A Connect representative told Connect workers on Nauru that the Connect board did not believe it was ‘appropriate for an Australia-based company to be in Nauru forever’, and that its settlement services job ‘had been completed.’ The representative told the meeting that the services need now were about ‘on-going welfare needs’, and that settlement services were not what was needed when people were living in the [Nauru] community ‘independently’.
However the representative later told the meeting was that Connect understood that refugees were in a ‘desperate situation’ and were ‘desperately unhappy’.
The comments are in line with Connect’s moves made over recent months to increase the number of locals working for the company and for it to be seen as concerned with welfare in the Nauruan community rather than provide services for refugees.
There have also been growing concerns that Connect was complicit with the Nauruan government and had resorted to calling the Nauruan police in accommodation disputes – resulting in some refugees being jailed.
“That Connect is quitting Nauru is unequivocally a step forward,” said Ian Rintoul, spokesperson for the Refugee Action Coalition.
“But replacing Connect with a Nauruan company would be a serious blunder.

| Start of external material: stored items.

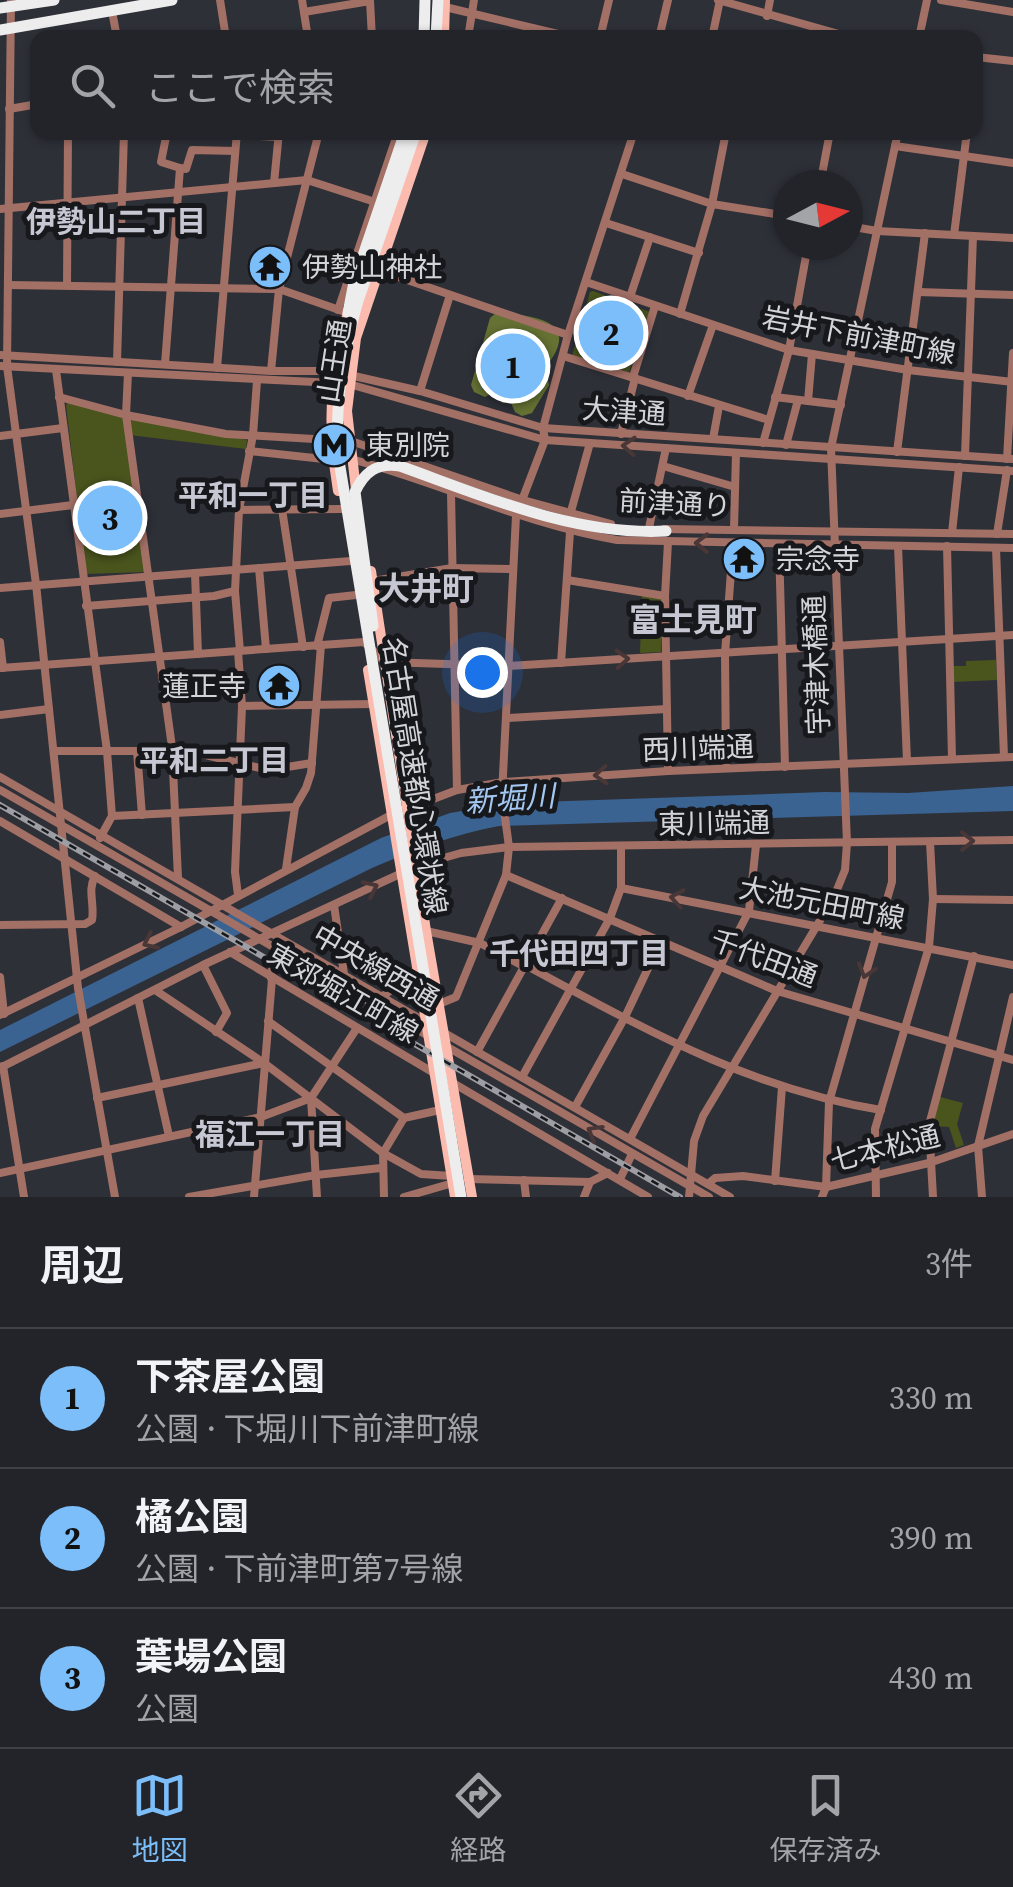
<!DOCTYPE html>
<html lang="ja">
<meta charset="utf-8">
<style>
body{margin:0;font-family:"Source Serif 4","Noto Sans JP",serif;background:#2e3036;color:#f1f3f6}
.compass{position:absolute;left:773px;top:170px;width:90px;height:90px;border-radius:50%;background:#22242a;box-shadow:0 2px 8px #0004;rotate:83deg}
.you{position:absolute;left:482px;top:672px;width:35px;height:35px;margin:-25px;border:8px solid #fff;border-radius:50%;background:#1a73e8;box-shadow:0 0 0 15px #1a73e833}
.badge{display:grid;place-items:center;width:65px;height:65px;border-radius:50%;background:#7cbef9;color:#111;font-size:32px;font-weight:700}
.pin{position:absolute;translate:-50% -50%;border:5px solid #fff;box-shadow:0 2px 10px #0006}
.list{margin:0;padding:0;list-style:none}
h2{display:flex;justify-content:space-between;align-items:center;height:130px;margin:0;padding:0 40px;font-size:42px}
h2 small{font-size:32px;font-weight:400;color:#a2a4a8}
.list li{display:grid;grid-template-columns:65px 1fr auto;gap:30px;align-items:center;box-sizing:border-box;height:140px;padding:0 40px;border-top:2px solid #3f4147}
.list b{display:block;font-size:38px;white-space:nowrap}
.list p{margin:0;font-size:32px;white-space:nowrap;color:#a2a4a8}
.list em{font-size:32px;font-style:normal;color:#a2a4a8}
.icon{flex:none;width:55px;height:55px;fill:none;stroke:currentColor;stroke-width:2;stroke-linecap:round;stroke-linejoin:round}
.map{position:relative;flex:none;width:1013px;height:1197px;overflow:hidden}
.search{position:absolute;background:#22242a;box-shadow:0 2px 8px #0004;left:30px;right:30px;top:30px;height:110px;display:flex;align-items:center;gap:25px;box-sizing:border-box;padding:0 35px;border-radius:20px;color:#a2a4a8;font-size:38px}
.sheet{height:550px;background:#22242a}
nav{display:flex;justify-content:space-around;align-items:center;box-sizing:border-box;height:140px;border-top:2px solid #3f4147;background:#22242a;font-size:28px;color:#a2a4a8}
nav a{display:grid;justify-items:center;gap:5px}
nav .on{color:#7cbef9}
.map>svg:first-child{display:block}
.green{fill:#4a541d}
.forest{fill:#657233}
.water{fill:#3a6392}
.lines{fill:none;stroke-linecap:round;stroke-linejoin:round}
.minor{stroke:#a37066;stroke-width:8}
.major{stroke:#fbbcaf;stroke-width:10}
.highway{stroke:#ededed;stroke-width:11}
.rail-casing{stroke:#9d9ea4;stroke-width:6}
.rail{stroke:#17181c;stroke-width:2.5;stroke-dasharray:8;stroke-linecap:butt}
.highway-bridge{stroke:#ededed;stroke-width:11}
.oneway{stroke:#483736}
.labels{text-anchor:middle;stroke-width:10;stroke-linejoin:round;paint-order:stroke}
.poi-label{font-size:28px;fill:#d3d4d9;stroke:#17181c;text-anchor:start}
.street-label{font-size:28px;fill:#d3d4d9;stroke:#17181c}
.neighbourhood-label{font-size:30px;font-weight:bold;fill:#c5c7d2;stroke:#17181c}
.water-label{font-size:30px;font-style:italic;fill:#a3c7f1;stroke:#17181c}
.quarter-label{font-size:32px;font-weight:bold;fill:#c5c7d2;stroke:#17181c}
</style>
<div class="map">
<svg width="1013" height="1197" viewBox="0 0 1013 1197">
<rect width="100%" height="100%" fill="#2e3038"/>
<g class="green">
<path d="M593 291 650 312 629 372 572 356 590 292Z"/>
<path d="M69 402 247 440 246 449 129 435 145 572 86 574 66 405Z"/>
<path d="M642 594 662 599 661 652 640 653Z"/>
<path d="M996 660 997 680 953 682 952 666H966V661Z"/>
<path d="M940 1097 963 1103 957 1124 964 1145 956 1148 949 1127 932 1126Z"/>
</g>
<path class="forest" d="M497 312C537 316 583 321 545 368L549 385 532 413 522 416 515 412 511 403H502L499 389 485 397 474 392 471 385 490 318Z"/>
<g class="water">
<path d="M498 340 505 349 499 383 482 389 480 381 491 372 487 358 489 344Z"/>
<path d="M1013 786V811L499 826C452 835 420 848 372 868L0 1052V1030L381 838 450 813 510 803 825 792 908 793Z"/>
</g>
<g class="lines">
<g class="minor">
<path d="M11 0 7 366 36 584 78 988 115 1197"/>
<path d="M220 0 226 38"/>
<path d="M302 0 308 38"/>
<path d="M718 0 853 38"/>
<path d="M941 0 1013 12"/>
<path d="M445 7 575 38"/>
<path d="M112 11 117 38"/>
<path d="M304 12 370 1 372 38"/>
<path d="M767 16 770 0"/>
<path d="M468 38 474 0"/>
<path d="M600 38 609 0"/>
<path d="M659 38 668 0"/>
<path d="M712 38 720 0"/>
<path d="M919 38 927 0"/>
<path d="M976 57 1013 61"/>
<path d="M9 109 38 104"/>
<path d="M237 135 278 137"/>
<path d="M895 146 1013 163"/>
<path d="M180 168 186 169 192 150 235 151"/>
<path d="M622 174 712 204 788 216"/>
<path d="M274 183 279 132"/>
<path d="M820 185 830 132"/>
<path d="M0 209 307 180 375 202"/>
<path d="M606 223 699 253"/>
<path d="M848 226 877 231 1013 238"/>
<path d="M954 235 967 132"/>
<path d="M378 270 568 335"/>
<path d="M586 282 789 350 908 370 1013 382"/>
<path d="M8 285 279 289 348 313"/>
<path d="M67 285 68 132"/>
<path d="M918 292 1013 295"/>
<path d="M630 297 650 237"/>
<path d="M338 310 398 132"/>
<path d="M680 314 712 204 726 132"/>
<path d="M0 355 271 371H332L420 391 543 428 1013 459"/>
<path d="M563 356 769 420"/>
<path d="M117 362 124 132"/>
<path d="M165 364 180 168 161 162 167 132"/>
<path d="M0 366 335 383"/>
<path d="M217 368 237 132"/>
<path d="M56 370 107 751 112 816 100 838"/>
<path d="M271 371 279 289 319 132"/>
<path d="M128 373 126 415 172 747 178 878"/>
<path d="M633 377 655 306"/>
<path d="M349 384 545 440 1013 471"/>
<path d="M420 391 450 295"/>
<path d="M688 396 713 325"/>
<path d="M59 397 126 415 226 434 331 440"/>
<path d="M775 397 841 405"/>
<path d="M808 401 812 354"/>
<path d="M621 434 635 378"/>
<path d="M0 436 63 428"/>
<path d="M713 439 719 406"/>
<path d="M348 440 523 500 611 524"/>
<path d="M763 443 789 350 808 245"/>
<path d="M786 445 798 400"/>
<path d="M249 451 333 460"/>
<path d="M897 452 925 233"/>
<path d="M965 456 973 236"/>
<path d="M351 459C441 483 524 524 617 540L1013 548"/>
<path d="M1007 459 1013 353"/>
<path d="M663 466 735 487"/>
<path d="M451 493 457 790"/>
<path d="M282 509 303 647"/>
<path d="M239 510 342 509"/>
<path d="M0 514 73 505"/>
<path d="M570 515 590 443"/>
<path d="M649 528 666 448"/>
<path d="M664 529 1013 534"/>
<path d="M734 529 736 453"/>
<path d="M952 533 959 467"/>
<path d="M997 534 1007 470"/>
<path d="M668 542 665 596 668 771"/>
<path d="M779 544 785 767"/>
<path d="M898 546 907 761"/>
<path d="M947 546 952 759"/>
<path d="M996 548 1004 757"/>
<path d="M259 568 266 649"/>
<path d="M195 573 198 654"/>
<path d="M567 580 665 596"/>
<path d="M373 581 452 568 513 569"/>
<path d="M0 588 351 561"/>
<path d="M86 606 214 596 235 591"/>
<path d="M0 642 3 668"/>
<path d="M317 646 329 598 356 595"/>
<path d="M238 651 242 706 235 872 238 895"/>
<path d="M240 651 235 591 239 510 253 435 257 381"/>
<path d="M561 663 570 532"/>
<path d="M0 668 364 642 385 662 508 666 1013 635"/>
<path d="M242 706 373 704"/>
<path d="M0 715 49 709"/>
<path d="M506 718 667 709"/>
<path d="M172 747 268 770 312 763"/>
<path d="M54 751H172"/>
<path d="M137 751 142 815"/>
<path d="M726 768 725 654 733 543"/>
<path d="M0 777 429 1024"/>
<path d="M0 790 432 1038"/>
<path d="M112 816 295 807"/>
<path d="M0 821 181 927"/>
<path d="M415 866 461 853 509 847 1013 840"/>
<path d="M286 869 295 807 306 788 311 773 321 645"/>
<path d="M506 875 777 991 1013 1060"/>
<path d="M621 888 1013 965"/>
<path d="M933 899 1013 900"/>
<path d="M334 905 344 974"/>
<path d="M0 925 85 924 92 920C95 904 87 891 95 876"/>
<path d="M426 931 480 943 525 967"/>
<path d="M230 952 434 1073"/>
<path d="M203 965 227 1013 216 1032"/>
<path d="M527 966C643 1028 749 1089 881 1110"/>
<path d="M0 977 4 1014"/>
<path d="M271 978 275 947"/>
<path d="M155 990 264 1063 383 1153 421 1174 451 1176"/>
<path d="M382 997 416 970"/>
<path d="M138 998 169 1136"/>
<path d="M439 1004 456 997 506 875 509 847 502 795 516 516 545 440 543 428 568 335 634 132"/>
<path d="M0 1015 181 927 391 815 457 790 503 782 668 771 1013 757"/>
<path d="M268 1021 404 1118"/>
<path d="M441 1031 730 1197"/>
<path d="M444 1045 709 1197"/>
<path d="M477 1052 562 898"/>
<path d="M3 1066 24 1197"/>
<path d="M0 1068 203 965 402 873"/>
<path d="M522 1077 610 918 621 888V846"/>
<path d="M453 1083 648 1197"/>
<path d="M97 1098 264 1063"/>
<path d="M575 1107 625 1017 661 941"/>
<path d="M630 1139 749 911 756 845"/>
<path d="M0 1173 261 1117 311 1098"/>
<path d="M469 1179 590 1182 608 1173"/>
<path d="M620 1179 632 1154"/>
<path d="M524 1180 526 1197"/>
<path d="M775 1181 782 1087"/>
<path d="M708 1184 715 1178 743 1176 826 1187 929 1163 1013 1134"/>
<path d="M189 1197 316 1175 381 1168"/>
<path d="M254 1197 272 979"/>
<path d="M317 1197 311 1098 357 1028"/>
<path d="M384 1197 383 1153 404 1118 440 1110"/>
<path d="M404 1197 453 1183"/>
<path d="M584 1197 590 1182"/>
<path d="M689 1197 694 1141 703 1116 834 897 845 870 847 843 831 448 898 132"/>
<path d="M822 1197 826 1187 829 1102 892 882V842"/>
<path d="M876 1197 875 1129 929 947 933 899 930 842"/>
<path d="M933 1197 929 1125 974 956"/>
<path d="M982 1197 978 1146 1013 997"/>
</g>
<g class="major">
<path d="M444 38 445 0"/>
<path d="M356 490 347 411 356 338 426 132"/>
<path d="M338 491C327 426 329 368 350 306"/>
<path d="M371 571 426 931 472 1197"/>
<path d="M368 670 455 1197"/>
</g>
<g class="highway">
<path d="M0 8 54 0"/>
<path d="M0 30 172 0"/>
<path d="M424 38 425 0"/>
<path d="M436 38 438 0"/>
<path d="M357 304 416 132"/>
<path d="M348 313 354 282 405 132"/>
</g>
<g class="rail-casing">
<path id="rail" d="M0 805 680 1197"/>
</g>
<use href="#rail" class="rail"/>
<g class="highway-bridge">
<path d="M357 304C343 355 335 402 338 455L461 1197"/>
<path d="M373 626 355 492C364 472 377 462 400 466 484 496 574 536 666 531"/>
</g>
</g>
<defs><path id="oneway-chevron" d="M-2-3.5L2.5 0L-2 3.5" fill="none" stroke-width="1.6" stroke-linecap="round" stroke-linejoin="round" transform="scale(2.5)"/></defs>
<g class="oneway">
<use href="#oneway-chevron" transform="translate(629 446) rotate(-176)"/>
<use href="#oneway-chevron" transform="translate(702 543) rotate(-179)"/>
<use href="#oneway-chevron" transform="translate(622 659) rotate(-3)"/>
<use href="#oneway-chevron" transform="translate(601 775) rotate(176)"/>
<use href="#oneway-chevron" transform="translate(967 841) rotate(-1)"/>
<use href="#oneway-chevron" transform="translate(371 888) rotate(-25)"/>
<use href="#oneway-chevron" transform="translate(677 898) rotate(-170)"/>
<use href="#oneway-chevron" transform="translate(150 942) rotate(155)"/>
<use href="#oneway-chevron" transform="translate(866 971) rotate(107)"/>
<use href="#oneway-chevron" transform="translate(594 1132) rotate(-150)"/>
</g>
<defs>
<g id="temple-disc" transform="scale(2.25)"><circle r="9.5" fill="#7cbef9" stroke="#17181c"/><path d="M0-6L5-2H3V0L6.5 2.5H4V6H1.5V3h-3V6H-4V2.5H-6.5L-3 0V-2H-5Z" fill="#111"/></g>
<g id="metro-disc" transform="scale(2.25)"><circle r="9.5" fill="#7cbef9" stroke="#17181c"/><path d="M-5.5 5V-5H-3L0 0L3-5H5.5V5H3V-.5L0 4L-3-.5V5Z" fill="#111"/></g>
</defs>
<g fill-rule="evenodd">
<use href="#temple-disc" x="270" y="267"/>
<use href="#metro-disc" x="334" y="445"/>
<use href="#temple-disc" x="744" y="559"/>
<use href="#temple-disc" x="279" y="686"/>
</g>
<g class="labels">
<g class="poi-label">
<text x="302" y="277">伊勢山神社</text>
<text x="366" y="455">東別院</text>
<text x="776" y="569">宗念寺</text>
<text x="246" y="696" text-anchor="end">蓮正寺</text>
</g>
<g class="street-label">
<text transform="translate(859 335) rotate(11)" y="10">岩井下前津町線</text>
<text transform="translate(334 361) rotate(-81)" y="10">山王通</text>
<text transform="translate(624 411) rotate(4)" y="10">大津通</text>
<text transform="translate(675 503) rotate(3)" y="10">前津通り</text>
<text transform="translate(816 665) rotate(-92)" y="10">宇津木橋通</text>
<text transform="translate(698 748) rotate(-2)" y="10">西川端通</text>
<text transform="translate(415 776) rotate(81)" y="10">名古屋高速都心環状線</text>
<text transform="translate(714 823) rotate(-1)" y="10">東川端通</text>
<text transform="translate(822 903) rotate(11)" y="10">大池元田町線</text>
<text transform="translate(764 958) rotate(21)" y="10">千代田通</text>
<text transform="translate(376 967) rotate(30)" y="10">中央線西通</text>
<text transform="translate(343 993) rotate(30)" y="10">東郊堀江町線</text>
<text transform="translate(885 1148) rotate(-14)" y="10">七本松通</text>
</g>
<g class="neighbourhood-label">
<text x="116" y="232">伊勢山二丁目</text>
<text x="253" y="506">平和一丁目</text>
<text x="214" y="771">平和二丁目</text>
<text x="579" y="964">千代田四丁目</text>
<text x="270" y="1145">福江一丁目</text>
</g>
<g class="water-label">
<text transform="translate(510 799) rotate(-4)" y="10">新堀川</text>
</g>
<g class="quarter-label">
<text x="426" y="600">大井町</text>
<text x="693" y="631">富士見町</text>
</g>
</g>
</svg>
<svg class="compass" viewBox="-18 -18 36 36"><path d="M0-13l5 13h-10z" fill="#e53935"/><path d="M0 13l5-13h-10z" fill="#a2a4a8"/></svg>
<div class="you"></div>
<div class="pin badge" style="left:513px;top:366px">1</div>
<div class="pin badge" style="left:611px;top:333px">2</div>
<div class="pin badge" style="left:110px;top:518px">3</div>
<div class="search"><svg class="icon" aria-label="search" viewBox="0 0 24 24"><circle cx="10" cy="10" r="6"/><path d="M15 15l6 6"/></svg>ここで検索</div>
</div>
<section class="sheet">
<h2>周辺<small>3件</small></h2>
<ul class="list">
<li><span class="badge">1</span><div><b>下茶屋公園</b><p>公園 · 下堀川下前津町線</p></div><em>330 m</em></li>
<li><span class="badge">2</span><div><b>橘公園</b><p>公園 · 下前津町第7号線</p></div><em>390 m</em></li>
<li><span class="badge">3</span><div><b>葉場公園</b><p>公園</p></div><em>430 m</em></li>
</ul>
</section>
<nav>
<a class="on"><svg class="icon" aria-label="map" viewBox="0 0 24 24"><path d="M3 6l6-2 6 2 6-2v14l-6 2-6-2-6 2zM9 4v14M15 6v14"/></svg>地図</a>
<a><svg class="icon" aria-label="directions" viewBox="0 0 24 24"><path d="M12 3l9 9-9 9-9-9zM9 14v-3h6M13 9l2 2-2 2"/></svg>経路</a>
<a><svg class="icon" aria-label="saved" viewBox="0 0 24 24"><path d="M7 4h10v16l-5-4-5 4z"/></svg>保存済み</a>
</nav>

Refugees already regard the withdrawal of Connect as something that will leave them even more vulnerable to human rights abuses on the island.
“It’s time the desperate situation described by Connect is ended. The government should use Connect’s 7 December end-of-contract deadline to close Nauru and bring all the asylum seekers and refugees to the mainland.”
Judith Reen, ex Nauru Save the Children worker also voiced her concerns, “It is well documented that Nauru is a hostile place where refugees can be verbally abused, assaulted, raped and robbed with impunity, with no hope of crimes being properly investigated. To date, not one crime committed by a Nauruan national against a refugee has resulted in arrest or prosecution.
“It is frightening to think that the responsibility for refugees would be with a government that enforces a media block-out, in a country that where there is clearly system-wide failure in law enforcement and which lacks adequate protections for the most vulnerable.”